WORK INSTRUCTION —
Using the records below, locate all lines containing "tools" and return them.

***** GIVEN INFORMATION

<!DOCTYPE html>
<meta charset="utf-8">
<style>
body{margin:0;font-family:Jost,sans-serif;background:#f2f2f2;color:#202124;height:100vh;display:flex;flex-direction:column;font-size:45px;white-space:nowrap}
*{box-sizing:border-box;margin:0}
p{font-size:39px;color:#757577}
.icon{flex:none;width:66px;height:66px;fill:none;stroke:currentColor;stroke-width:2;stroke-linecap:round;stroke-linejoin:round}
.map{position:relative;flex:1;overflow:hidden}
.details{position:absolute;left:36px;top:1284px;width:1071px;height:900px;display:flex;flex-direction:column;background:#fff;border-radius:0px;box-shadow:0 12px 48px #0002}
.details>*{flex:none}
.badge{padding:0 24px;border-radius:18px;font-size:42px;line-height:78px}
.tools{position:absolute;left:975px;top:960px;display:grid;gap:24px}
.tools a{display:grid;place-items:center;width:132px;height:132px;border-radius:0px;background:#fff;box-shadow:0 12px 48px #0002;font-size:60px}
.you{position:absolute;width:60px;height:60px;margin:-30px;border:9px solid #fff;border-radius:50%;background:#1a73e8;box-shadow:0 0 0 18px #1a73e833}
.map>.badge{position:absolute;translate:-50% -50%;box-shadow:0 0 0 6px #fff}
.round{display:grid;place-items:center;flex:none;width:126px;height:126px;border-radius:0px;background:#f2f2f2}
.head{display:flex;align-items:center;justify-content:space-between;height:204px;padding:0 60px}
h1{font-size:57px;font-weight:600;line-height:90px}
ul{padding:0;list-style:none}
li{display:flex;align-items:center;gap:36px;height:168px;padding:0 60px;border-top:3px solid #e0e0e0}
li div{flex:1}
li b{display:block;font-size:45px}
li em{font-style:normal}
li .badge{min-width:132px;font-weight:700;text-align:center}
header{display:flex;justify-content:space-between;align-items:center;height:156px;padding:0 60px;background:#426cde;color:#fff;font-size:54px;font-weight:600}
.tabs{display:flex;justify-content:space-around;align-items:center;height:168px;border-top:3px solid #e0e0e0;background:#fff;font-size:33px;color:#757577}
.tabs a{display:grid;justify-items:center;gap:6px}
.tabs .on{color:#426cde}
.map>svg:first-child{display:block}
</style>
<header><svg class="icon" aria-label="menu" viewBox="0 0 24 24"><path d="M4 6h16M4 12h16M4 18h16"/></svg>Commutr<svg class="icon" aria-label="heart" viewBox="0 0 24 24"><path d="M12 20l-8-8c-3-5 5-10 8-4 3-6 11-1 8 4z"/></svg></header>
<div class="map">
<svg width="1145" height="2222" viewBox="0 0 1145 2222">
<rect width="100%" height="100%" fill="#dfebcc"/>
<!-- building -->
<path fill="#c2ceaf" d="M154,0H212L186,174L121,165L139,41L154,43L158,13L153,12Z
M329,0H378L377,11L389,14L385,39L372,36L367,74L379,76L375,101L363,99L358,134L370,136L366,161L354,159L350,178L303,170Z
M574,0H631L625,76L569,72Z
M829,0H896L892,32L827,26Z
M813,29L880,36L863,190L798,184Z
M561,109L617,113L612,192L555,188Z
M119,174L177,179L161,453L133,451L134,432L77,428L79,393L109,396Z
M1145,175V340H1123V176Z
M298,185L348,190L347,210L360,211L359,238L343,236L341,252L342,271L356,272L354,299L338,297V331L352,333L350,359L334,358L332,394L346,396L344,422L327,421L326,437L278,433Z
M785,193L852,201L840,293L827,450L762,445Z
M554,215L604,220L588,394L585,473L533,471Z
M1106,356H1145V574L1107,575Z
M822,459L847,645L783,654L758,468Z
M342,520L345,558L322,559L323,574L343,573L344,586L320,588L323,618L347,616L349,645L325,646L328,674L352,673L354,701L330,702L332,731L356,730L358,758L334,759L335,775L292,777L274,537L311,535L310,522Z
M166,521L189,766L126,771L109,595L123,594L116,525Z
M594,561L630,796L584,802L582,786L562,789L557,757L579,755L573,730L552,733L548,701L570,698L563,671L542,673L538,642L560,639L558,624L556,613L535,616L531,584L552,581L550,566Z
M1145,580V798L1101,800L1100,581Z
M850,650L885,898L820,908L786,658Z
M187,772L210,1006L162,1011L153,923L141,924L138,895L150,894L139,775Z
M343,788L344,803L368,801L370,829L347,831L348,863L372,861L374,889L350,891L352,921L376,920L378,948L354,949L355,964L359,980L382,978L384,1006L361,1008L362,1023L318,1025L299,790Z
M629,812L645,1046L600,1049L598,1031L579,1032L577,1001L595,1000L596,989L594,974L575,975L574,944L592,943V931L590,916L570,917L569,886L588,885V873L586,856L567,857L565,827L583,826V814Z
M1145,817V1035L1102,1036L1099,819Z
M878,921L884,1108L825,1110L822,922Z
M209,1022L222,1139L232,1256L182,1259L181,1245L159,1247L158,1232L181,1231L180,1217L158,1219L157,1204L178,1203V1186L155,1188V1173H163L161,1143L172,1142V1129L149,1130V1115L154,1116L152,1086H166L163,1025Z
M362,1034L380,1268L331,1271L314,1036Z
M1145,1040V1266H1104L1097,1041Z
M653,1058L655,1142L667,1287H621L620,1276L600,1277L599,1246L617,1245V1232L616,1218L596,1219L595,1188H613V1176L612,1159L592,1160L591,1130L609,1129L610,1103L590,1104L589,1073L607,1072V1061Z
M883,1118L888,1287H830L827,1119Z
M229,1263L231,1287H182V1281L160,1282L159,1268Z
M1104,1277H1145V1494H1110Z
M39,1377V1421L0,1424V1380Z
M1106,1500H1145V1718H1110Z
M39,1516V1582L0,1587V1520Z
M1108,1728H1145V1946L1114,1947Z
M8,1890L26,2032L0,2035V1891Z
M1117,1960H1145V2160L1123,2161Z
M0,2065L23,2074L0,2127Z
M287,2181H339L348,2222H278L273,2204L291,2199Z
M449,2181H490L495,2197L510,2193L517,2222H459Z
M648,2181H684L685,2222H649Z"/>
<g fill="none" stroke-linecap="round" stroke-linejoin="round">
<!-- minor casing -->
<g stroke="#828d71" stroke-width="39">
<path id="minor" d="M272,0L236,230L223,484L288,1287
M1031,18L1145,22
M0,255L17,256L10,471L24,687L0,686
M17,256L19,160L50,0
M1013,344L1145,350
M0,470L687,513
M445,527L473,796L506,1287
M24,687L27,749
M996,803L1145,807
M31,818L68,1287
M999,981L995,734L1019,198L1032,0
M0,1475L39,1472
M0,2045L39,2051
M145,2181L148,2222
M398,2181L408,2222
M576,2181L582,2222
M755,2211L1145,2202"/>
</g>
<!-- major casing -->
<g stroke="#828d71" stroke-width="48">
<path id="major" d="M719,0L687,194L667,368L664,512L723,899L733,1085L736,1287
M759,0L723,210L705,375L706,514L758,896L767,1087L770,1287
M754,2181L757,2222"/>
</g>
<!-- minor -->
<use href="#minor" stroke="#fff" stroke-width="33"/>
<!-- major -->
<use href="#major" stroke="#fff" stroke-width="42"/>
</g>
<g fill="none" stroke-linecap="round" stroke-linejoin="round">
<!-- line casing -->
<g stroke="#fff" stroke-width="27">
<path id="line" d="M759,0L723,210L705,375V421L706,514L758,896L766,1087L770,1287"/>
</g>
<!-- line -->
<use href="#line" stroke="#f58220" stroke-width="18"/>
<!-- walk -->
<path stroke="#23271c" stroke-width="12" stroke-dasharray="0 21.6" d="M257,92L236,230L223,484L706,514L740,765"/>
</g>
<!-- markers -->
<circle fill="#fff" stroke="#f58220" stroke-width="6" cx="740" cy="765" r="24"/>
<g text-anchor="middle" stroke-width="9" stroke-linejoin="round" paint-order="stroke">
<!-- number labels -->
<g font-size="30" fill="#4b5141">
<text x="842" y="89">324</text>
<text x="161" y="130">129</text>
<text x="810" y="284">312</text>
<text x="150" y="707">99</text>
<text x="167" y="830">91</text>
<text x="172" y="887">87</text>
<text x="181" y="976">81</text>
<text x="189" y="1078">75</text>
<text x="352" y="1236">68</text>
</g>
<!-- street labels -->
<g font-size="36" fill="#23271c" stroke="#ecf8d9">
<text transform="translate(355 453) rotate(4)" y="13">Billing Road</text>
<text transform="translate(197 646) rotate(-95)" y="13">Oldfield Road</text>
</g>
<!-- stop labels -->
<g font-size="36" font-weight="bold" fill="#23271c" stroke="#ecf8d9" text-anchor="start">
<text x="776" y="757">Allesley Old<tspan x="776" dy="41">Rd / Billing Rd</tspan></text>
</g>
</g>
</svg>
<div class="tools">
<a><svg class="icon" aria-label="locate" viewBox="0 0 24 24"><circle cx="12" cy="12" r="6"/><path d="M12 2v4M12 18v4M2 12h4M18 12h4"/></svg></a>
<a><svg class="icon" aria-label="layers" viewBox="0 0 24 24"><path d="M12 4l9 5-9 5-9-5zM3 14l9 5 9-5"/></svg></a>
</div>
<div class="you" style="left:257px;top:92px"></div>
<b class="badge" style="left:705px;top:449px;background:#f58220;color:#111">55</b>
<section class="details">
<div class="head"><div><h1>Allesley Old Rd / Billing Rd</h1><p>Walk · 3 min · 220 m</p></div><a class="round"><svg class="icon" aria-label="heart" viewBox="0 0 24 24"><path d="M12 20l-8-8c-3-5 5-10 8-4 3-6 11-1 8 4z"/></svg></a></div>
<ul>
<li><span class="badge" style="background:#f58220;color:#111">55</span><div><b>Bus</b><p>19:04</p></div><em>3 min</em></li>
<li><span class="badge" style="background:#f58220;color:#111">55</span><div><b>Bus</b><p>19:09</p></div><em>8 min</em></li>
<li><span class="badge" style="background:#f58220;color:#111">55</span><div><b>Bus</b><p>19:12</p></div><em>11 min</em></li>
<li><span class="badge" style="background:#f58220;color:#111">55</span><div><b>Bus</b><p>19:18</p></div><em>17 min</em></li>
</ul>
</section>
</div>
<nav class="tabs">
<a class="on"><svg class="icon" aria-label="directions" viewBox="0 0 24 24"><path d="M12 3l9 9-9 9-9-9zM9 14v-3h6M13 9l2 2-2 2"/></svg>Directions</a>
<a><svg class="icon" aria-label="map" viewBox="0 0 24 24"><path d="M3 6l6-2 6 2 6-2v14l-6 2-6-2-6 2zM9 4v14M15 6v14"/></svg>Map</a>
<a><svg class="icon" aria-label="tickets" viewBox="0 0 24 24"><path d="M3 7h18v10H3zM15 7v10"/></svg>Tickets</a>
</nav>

**********

RESPONSE AREA —
.tools{position:absolute;left:975px;top:960px;display:grid;gap:24px}
.tools a{display:grid;place-items:center;width:132px;height:132px;border-radius:0px;background:#fff;box-shadow:0 12px 48px #0002;font-size:60px}
<div class="tools">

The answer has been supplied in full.